Your instructions = Locate every line in the records below that contains the word "them", and copy each one.

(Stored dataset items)
Content starts
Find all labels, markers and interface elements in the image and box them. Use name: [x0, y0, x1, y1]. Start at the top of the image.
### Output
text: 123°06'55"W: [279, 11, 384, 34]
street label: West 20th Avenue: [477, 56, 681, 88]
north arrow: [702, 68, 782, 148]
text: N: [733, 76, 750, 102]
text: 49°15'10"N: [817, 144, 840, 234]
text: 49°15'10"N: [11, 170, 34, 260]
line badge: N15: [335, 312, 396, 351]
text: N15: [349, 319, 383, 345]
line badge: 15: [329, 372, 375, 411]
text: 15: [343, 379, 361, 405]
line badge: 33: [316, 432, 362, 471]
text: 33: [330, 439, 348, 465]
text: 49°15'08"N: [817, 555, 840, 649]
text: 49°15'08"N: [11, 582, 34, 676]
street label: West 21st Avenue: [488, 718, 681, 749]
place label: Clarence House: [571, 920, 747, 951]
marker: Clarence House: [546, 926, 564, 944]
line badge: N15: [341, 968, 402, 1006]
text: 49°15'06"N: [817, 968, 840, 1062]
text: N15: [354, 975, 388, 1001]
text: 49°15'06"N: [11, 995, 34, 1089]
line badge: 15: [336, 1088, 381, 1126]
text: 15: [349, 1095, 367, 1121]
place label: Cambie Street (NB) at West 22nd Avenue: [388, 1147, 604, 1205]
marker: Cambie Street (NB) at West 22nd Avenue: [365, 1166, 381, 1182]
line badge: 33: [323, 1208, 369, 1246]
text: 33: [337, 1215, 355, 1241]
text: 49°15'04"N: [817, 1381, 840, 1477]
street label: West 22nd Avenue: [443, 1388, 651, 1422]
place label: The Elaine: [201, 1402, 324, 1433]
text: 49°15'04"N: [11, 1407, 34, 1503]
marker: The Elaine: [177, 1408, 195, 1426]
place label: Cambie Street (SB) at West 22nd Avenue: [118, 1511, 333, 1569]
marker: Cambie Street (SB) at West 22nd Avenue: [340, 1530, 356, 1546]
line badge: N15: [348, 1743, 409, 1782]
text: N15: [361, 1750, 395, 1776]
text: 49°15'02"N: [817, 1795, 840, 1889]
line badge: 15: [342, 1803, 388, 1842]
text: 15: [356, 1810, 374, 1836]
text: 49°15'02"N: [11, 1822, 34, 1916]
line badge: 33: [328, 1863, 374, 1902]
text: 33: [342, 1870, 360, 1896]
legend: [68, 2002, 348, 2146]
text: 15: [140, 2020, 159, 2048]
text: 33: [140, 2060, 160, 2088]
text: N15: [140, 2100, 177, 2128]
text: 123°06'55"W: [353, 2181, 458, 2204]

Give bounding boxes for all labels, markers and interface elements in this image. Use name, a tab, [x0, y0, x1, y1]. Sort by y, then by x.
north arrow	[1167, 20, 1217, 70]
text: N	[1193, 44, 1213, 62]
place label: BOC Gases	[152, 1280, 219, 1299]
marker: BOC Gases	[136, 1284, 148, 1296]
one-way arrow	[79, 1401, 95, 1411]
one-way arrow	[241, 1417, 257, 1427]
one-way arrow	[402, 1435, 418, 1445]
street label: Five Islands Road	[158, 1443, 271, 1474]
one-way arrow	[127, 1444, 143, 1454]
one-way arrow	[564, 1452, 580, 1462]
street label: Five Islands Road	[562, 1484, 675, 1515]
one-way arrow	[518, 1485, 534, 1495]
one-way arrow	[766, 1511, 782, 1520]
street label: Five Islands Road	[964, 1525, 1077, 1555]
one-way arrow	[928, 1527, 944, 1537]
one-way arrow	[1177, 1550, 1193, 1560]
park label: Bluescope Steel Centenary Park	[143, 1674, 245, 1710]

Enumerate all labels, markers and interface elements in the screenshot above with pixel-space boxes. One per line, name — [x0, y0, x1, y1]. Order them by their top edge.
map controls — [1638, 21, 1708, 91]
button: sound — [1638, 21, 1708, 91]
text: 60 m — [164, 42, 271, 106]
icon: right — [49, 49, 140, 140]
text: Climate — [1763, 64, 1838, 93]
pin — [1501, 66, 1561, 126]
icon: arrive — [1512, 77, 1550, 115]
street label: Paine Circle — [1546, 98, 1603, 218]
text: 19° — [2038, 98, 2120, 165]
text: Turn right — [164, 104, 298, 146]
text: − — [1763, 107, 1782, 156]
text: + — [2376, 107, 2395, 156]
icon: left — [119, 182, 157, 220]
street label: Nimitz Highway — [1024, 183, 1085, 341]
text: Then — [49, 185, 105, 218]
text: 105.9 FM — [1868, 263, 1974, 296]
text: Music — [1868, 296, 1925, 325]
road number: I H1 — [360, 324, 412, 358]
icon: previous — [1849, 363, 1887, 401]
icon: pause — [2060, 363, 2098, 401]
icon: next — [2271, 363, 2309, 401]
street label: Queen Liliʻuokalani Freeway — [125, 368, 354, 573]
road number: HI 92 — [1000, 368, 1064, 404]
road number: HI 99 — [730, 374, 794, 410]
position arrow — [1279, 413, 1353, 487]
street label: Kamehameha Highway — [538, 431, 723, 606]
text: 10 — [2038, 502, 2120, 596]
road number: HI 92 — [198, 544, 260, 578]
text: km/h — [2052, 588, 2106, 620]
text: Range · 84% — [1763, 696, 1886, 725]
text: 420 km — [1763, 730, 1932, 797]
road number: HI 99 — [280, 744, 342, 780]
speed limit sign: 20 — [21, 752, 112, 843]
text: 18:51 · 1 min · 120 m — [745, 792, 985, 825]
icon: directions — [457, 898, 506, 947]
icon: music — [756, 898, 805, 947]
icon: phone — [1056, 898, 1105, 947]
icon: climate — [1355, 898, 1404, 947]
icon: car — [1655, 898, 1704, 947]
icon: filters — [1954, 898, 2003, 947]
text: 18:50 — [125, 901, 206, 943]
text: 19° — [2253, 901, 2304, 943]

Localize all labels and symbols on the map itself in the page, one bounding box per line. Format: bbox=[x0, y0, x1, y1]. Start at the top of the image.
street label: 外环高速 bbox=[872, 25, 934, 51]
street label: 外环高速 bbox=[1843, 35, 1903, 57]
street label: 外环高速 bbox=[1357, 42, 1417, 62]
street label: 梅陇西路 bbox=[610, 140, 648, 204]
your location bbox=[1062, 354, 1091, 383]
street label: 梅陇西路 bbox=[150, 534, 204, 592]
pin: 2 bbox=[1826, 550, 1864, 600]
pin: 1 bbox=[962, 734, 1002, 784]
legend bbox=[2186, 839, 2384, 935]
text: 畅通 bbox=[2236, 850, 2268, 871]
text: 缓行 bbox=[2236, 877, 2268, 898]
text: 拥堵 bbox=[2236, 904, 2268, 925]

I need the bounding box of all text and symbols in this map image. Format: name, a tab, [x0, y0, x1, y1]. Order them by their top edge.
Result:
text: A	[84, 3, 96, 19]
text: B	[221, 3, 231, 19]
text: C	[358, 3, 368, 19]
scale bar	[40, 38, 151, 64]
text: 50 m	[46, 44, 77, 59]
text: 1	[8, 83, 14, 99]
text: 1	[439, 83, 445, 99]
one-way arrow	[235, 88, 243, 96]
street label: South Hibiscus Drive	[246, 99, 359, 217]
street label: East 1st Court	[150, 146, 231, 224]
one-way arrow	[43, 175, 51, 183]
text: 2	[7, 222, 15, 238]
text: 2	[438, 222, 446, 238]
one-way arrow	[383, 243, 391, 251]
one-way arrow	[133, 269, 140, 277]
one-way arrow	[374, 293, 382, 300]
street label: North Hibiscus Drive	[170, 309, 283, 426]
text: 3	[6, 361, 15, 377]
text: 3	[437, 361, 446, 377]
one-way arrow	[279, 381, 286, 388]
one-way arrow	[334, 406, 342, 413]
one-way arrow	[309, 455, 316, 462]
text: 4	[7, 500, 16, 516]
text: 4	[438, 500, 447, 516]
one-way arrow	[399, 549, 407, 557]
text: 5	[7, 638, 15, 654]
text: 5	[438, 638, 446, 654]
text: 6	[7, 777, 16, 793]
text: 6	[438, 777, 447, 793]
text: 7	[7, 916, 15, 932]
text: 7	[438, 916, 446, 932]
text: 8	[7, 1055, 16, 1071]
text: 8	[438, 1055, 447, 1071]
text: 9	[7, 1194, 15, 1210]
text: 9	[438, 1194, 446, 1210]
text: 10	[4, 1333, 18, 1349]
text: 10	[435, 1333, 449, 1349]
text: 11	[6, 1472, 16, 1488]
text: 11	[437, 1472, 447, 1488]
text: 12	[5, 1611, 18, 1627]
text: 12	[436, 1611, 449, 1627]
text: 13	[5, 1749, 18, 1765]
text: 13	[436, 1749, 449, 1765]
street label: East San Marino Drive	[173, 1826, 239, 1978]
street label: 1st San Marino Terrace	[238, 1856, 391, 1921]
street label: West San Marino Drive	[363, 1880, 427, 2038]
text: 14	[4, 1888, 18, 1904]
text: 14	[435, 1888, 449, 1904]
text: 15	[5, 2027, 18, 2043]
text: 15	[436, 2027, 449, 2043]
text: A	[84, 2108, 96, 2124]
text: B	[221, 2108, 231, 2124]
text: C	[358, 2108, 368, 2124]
Content ends
Solution to the problem =
Find all labels, markers and interface elements in the image and box them. Use name: [x0, y0, x1, y1]. Start at the top of the image.
Enumerate all labels, markers and interface elements in the screenshot above with pixel-space boxes. One per line, name — [x0, y0, x1, y1]. Order them by their top edge.
I need the bounding box of all text and symbols in this map image. Format: name, a tab, [x0, y0, x1, y1]. Order them by their top edge.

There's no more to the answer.